Searching for Sugar Man is a story about a story. Stories do change lives. Sometimes a story comes along at precisely the right time to shine a beam of light on something you’ve missed. I am going to hang a picture of Rodriguez’s scarred face on my wall. I’m going to talk to it. I’m going to remember that here’s a man who did what he did and didn’t complain. A true artist is true to herself. A true artist is true. A true artist aspires to a deeper understanding of humility.



115 thoughts on “I am the Sugar Man

  1. It’s a great story, and you’ve interpreted it really well.
    But having seen the movie, I know that you should definitely put a spoiler alert at the top for those who haven’t. The movie wouldn’t have been the same, would have lost its power somewhat, if I had known what you give away in the post. Just saying! (Listened to Cold Fact just yesterday, while I painted :))

  2. Pingback: Why We Write | vikkilynnsmith

  3. I seen this film ages ago and wondered if it was a ploy to launch a new artist but no, it was a genuine documentary film and I loved it.
    Was just thinking about knocking learning the guitar on the head but your post has made me actually think about the reason I started learning the instrument in the first place.
    Nice Post.

  4. The music was just terrific, very much of my time, but it was that incredible isolation of South Africa that astounded me. At the time I believed that the world wasn’t doing enough to pressurize the regime and had no idea how effectively they were shunned. A first class documentary in such a laid back delivery.

  5. About three weeks ago one of my good friends and long time musical supporter sent me this movie. He said that I had to watch it! That it reminded him of me. This same friend has tirelessly tried to promote my music and paid not only in cash but countless hours to have me recorded and booked for gigs. He bought me this laptop right before he sent me the movie, which I had put off in an attempt to pursue my dreams of being a professional online survey taker and research maker. ( I lost everything in Vegas again, guitar, amp, my mac book)
    He keeps asking if I’ve watched the movie yet, and disappoint when I say no. We connected thru music and our common failing both big and small, but always the optimist, he’s convinced there is something more. This leads me to you, and remembering that wordpress was something I had intended to do and visit more regularly. I came across your blog and immediately your words transcended my thoughts into action. You can only question coincidence for so long with out active participation. I watched the movie which is what was required of me to see beyond the mundane masterpiece I had been working on. I would find it hard for anyone to not relate, or be moved by the endearing qualities of the characters, stoic, charismatic, benevolent, tragic and beautiful. It lead me back to your blog, which spoke louder and more specific to me. I wanted to become an active part of this community bound by word and thought (this could be the wrong format to post, but hopefully I’ll slide on my newness and excitability). My mode of writing has always been with the craft of song or some bastardized verse posing as poem, which more often than not would just echo in the run down mansion of my mind.

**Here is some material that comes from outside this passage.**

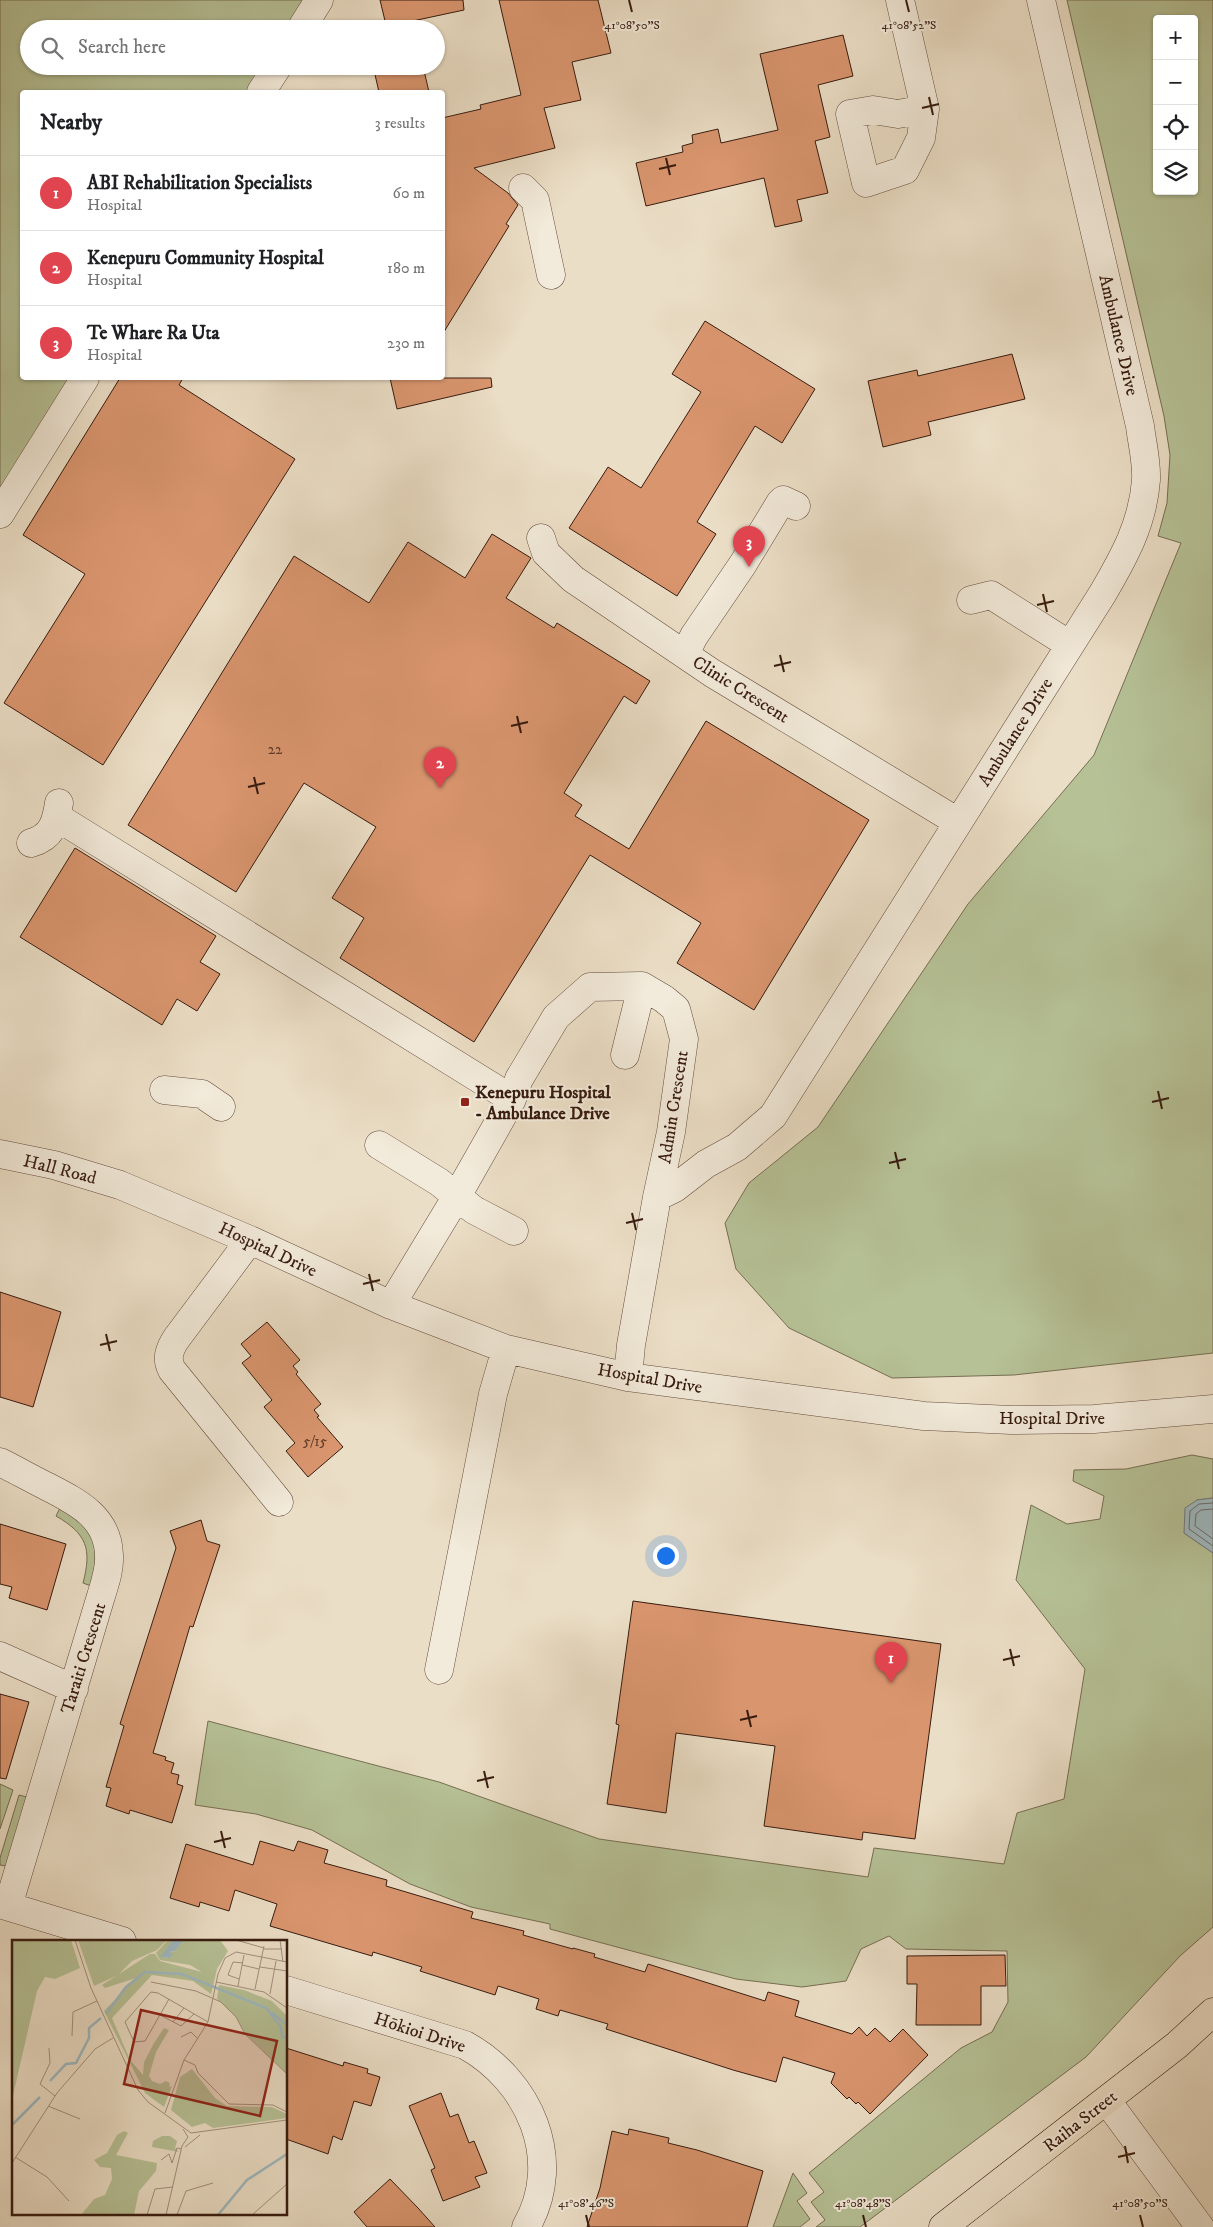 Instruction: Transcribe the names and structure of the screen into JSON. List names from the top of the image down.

So a thank you is in order, To share this subconscious epiphany with a stranger. That this daisy chain we belong, the thread that ties, the bound that binds, to find the links of time is twine, the gift that gives our soul a voice thru someone else’s art, the house of love is built with strength of heart, our shared human experience, a documented abundance of madness and sorrows, that no mater how thick or thin, the world is a tangled ball on a string. To not reach out and say hello would be not only impolite, but a betrayal of self.

      • Sorry about the long delay in getting back to you, thank you for the reply, i’ve been locked out of my account and i’m so ADD that i’ve started about a hundred online projects in the last couple of months, right now i’m trying to figure out how to post my blog and get out there in the word. Great article by the way,excellent writing my new friend

  6. FYI, Rodriguez was mentioned in a Wall Street Journal column about Lou Reed this morning. It drew a parallel between Reed and the “Velvet Revolution” and Rodriguez and South Africa. Until I read Sugar Man I had never heard of Rodriguez.

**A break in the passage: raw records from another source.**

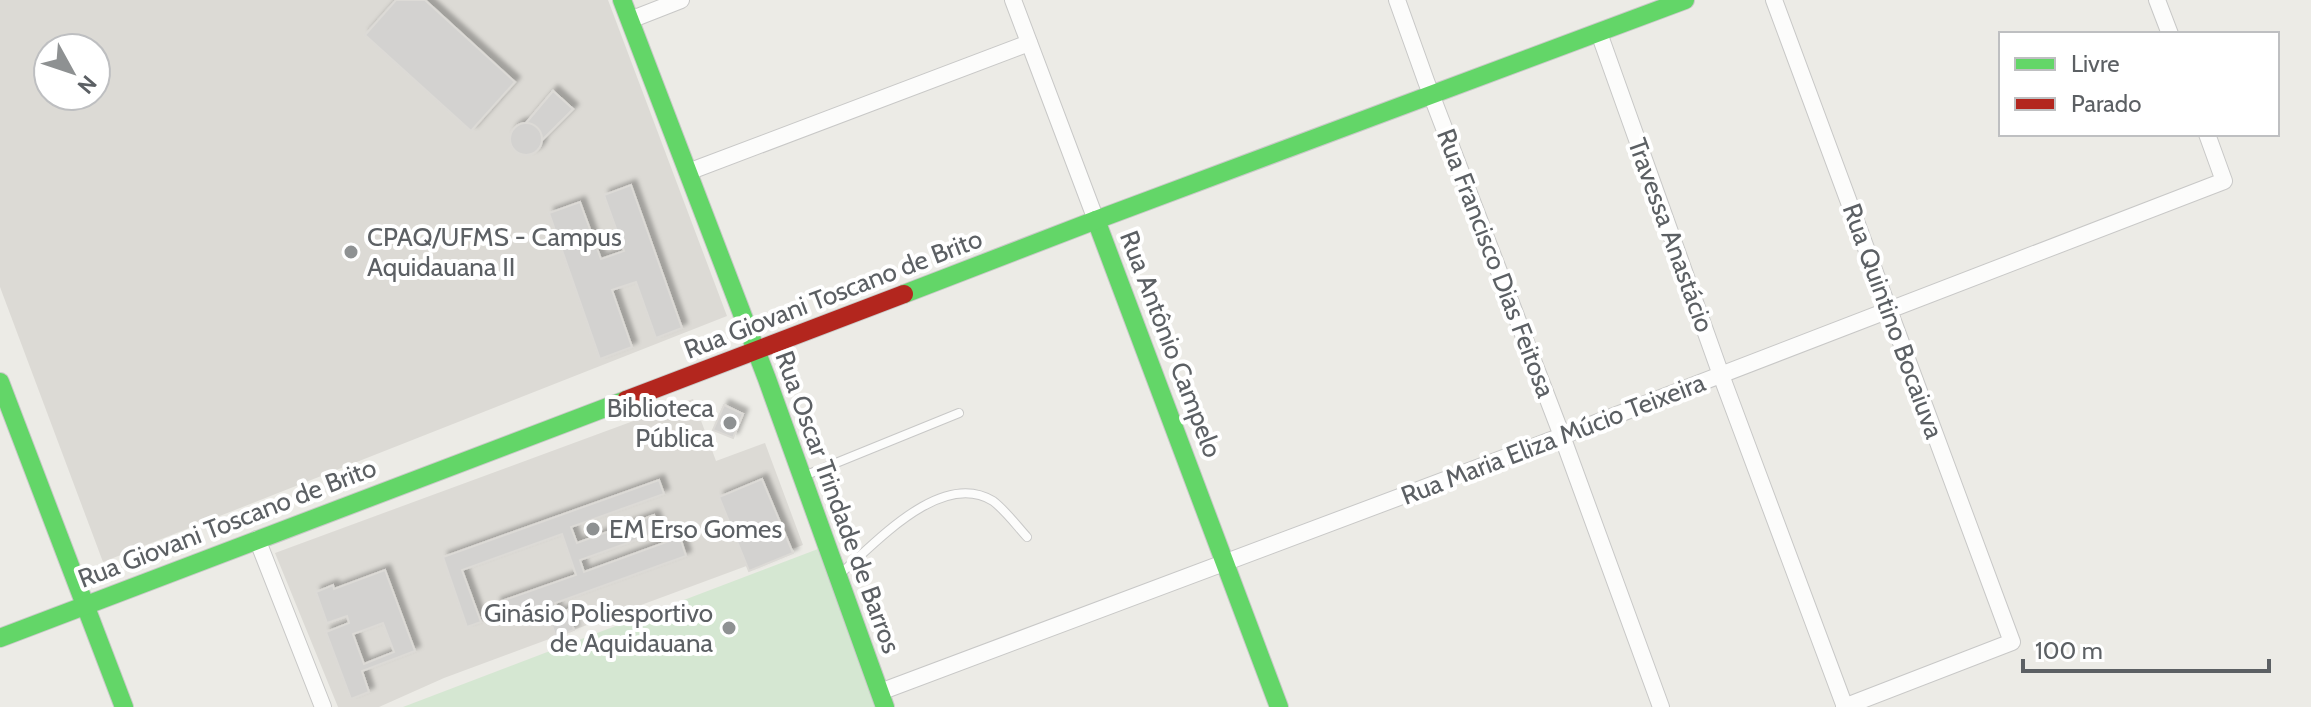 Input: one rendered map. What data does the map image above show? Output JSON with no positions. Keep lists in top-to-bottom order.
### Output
{
  "streets": {
    "main road": ["Rua Giovani Toscano de Brito", "Rua Antônio Campelo", "Rua Oscar Trindade de Barros"],
    "street": [
      "Travessa Anastácio",
      "Rua Francisco Dias Feitosa",
      "Rua Quintino Bocaiuva",
      "Rua Maria Eliza Múcio Teixeira"
    ]
  },
  "crossings": [
    ["Travessa Anastácio", "Rua Giovani Toscano de Brito"],
    ["Travessa Anastácio", "Rua Quintino Bocaiuva"],
    ["Travessa Anastácio", "Rua Maria Eliza Múcio Teixeira"],
    ["Rua Francisco Dias Feitosa", "Rua Giovani Toscano de Brito"],
    ["Rua Francisco Dias Feitosa", "Rua Maria Eliza Múcio Teixeira"],
    ["Rua Giovani Toscano de Brito", "Rua Antônio Campelo"],
    ["Rua Giovani Toscano de Brito", "Rua Oscar Trindade de Barros"],
    ["Rua Quintino Bocaiuva", "Rua Maria Eliza Múcio Teixeira"],
    ["Rua Antônio Campelo", "Rua Maria Eliza Múcio Teixeira"],
    ["Rua Maria Eliza Múcio Teixeira", "Rua Oscar Trindade de Barros"]
  ],
  "places": [
    "CPAQ/UFMS - Campus Aquidauana II",
    "Biblioteca Pública",
    "EM Erso Gomes",
    "Ginásio Poliesportivo de Aquidauana"
  ],
  "legend": ["Livre", "Parado"],
  "scale_bar": "100 m",
  "north": "bottom right"
}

  7. Thank you. What you wrote touched me, just as Searching for Sugarman did. Someone once said (I forget who) that “everyone has a novel in them, and in most cases that’s the best place for it!” Well they were wrong – we are our stories, and our stories are us. Thank you for reminding me of this.

  8. My mother always said that sometimes it is nice to save some things to accomplish later in life or else what is there to look forward to. Sixto is getting his much deserved 4th quarter victory touchdown… Pretty amazing songwriter….cool piece…

  9. “The very process of holding a pen……………” Yes, a ‘process,’ indeed. Sometimes I take my glasses off (or can’t find them) so I can’t really see the letters I’m writing. They become shapes, floating in their negative space. Writing, for me, is often disembodied. Later I ask, “Did I really write this?” Happy I’ve found your fine prose/poetry. You’ve helped me understand something. By the way, have you seen the movie ‘Muscle Shoals’? Image/music/story.

      • Dang, had to “Wikipedia” skynyard, and, of course, this triggered all those dormant synapses. The movie, M.S., gave me hope. Perhaps we can bridge the white/black gap again. Worth the incredible music, don’t you think?

      • A very interesting question. I think Barack’s doing it right now. But will it last? Dunno. I’m struck by the white/white gap. The movie ‘Muscle Shoals’ suggests it is possible, that music is color blind. A buddy in Europe relayed this ‘joke’ to me: Beethoven was so ‘blind’ he thought he was painting. Profound when you think about it.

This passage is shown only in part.